Source material:
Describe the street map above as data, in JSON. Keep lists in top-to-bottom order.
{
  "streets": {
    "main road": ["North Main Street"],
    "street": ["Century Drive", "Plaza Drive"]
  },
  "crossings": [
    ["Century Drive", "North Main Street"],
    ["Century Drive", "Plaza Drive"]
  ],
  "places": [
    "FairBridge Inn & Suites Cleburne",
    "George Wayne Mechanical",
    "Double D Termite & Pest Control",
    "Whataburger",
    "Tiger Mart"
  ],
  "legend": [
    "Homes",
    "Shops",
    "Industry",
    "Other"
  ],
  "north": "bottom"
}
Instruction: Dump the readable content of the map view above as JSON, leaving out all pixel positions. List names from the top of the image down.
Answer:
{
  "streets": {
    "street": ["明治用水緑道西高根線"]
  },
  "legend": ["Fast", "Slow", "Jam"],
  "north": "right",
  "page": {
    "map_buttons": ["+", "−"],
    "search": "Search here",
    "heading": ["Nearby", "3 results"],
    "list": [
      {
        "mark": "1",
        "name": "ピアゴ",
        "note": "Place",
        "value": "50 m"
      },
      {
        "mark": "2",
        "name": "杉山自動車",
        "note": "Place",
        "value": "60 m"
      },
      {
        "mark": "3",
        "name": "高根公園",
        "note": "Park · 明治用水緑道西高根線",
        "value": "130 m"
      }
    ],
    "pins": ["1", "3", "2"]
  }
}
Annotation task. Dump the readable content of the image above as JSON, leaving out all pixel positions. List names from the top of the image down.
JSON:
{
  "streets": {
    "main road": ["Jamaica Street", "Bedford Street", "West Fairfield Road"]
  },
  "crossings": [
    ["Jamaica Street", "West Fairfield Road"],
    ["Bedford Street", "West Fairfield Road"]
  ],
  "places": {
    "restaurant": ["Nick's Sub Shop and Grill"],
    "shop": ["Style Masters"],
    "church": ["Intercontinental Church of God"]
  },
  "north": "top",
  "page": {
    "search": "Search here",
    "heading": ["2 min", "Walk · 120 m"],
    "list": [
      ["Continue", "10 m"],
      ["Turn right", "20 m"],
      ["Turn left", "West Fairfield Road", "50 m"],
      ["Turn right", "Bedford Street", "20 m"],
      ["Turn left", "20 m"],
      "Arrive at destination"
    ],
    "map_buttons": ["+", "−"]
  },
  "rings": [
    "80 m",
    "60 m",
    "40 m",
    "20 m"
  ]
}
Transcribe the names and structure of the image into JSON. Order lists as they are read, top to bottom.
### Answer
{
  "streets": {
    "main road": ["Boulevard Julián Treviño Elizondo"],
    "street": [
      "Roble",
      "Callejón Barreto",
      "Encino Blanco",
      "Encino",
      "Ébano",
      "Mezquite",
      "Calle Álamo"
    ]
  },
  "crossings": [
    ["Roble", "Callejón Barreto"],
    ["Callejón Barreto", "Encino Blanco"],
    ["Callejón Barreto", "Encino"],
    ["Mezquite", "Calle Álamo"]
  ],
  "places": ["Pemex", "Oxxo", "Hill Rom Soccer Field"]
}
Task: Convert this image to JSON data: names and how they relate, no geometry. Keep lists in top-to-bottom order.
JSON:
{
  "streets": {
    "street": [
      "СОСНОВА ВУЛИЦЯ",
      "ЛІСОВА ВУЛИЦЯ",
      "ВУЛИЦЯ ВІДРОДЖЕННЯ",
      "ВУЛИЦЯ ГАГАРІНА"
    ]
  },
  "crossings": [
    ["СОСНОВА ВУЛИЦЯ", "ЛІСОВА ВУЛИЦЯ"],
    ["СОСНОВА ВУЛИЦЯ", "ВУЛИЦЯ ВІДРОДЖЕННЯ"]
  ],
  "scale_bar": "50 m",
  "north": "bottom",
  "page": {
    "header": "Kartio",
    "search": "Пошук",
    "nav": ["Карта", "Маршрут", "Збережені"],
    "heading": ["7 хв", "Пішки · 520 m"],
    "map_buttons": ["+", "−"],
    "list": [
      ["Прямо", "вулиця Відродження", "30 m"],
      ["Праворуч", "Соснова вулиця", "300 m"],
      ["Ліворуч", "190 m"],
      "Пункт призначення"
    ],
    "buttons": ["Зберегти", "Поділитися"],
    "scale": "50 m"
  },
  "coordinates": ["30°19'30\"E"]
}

What to work on: Reproduce the listing above precisely.

Written solution:
Describe the street map above as data, in JSON. Keep lists in top-to-bottom order.
{
  "streets": {
    "main road": ["North Main Street"],
    "street": ["Century Drive", "Plaza Drive"]
  },
  "crossings": [
    ["Century Drive", "North Main Street"],
    ["Century Drive", "Plaza Drive"]
  ],
  "places": [
    "FairBridge Inn & Suites Cleburne",
    "George Wayne Mechanical",
    "Double D Termite & Pest Control",
    "Whataburger",
    "Tiger Mart"
  ],
  "legend": [
    "Homes",
    "Shops",
    "Industry",
    "Other"
  ],
  "north": "bottom"
}
Instruction: Dump the readable content of the map view above as JSON, leaving out all pixel positions. List names from the top of the image down.
Answer:
{
  "streets": {
    "street": ["明治用水緑道西高根線"]
  },
  "legend": ["Fast", "Slow", "Jam"],
  "north": "right",
  "page": {
    "map_buttons": ["+", "−"],
    "search": "Search here",
    "heading": ["Nearby", "3 results"],
    "list": [
      {
        "mark": "1",
        "name": "ピアゴ",
        "note": "Place",
        "value": "50 m"
      },
      {
        "mark": "2",
        "name": "杉山自動車",
        "note": "Place",
        "value": "60 m"
      },
      {
        "mark": "3",
        "name": "高根公園",
        "note": "Park · 明治用水緑道西高根線",
        "value": "130 m"
      }
    ],
    "pins": ["1", "3", "2"]
  }
}
Annotation task. Dump the readable content of the image above as JSON, leaving out all pixel positions. List names from the top of the image down.
JSON:
{
  "streets": {
    "main road": ["Jamaica Street", "Bedford Street", "West Fairfield Road"]
  },
  "crossings": [
    ["Jamaica Street", "West Fairfield Road"],
    ["Bedford Street", "West Fairfield Road"]
  ],
  "places": {
    "restaurant": ["Nick's Sub Shop and Grill"],
    "shop": ["Style Masters"],
    "church": ["Intercontinental Church of God"]
  },
  "north": "top",
  "page": {
    "search": "Search here",
    "heading": ["2 min", "Walk · 120 m"],
    "list": [
      ["Continue", "10 m"],
      ["Turn right", "20 m"],
      ["Turn left", "West Fairfield Road", "50 m"],
      ["Turn right", "Bedford Street", "20 m"],
      ["Turn left", "20 m"],
      "Arrive at destination"
    ],
    "map_buttons": ["+", "−"]
  },
  "rings": [
    "80 m",
    "60 m",
    "40 m",
    "20 m"
  ]
}
Transcribe the names and structure of the image into JSON. Order lists as they are read, top to bottom.
### Answer
{
  "streets": {
    "main road": ["Boulevard Julián Treviño Elizondo"],
    "street": [
      "Roble",
      "Callejón Barreto",
      "Encino Blanco",
      "Encino",
      "Ébano",
      "Mezquite",
      "Calle Álamo"
    ]
  },
  "crossings": [
    ["Roble", "Callejón Barreto"],
    ["Callejón Barreto", "Encino Blanco"],
    ["Callejón Barreto", "Encino"],
    ["Mezquite", "Calle Álamo"]
  ],
  "places": ["Pemex", "Oxxo", "Hill Rom Soccer Field"]
}
Task: Convert this image to JSON data: names and how they relate, no geometry. Keep lists in top-to-bottom order.
JSON:
{
  "streets": {
    "street": [
      "СОСНОВА ВУЛИЦЯ",
      "ЛІСОВА ВУЛИЦЯ",
      "ВУЛИЦЯ ВІДРОДЖЕННЯ",
      "ВУЛИЦЯ ГАГАРІНА"
    ]
  },
  "crossings": [
    ["СОСНОВА ВУЛИЦЯ", "ЛІСОВА ВУЛИЦЯ"],
    ["СОСНОВА ВУЛИЦЯ", "ВУЛИЦЯ ВІДРОДЖЕННЯ"]
  ],
  "scale_bar": "50 m",
  "north": "bottom",
  "page": {
    "header": "Kartio",
    "search": "Пошук",
    "nav": ["Карта", "Маршрут", "Збережені"],
    "heading": ["7 хв", "Пішки · 520 m"],
    "map_buttons": ["+", "−"],
    "list": [
      ["Прямо", "вулиця Відродження", "30 m"],
      ["Праворуч", "Соснова вулиця", "300 m"],
      ["Ліворуч", "190 m"],
      "Пункт призначення"
    ],
    "buttons": ["Зберегти", "Поділитися"],
    "scale": "50 m"
  },
  "coordinates": ["30°19'30\"E"]
}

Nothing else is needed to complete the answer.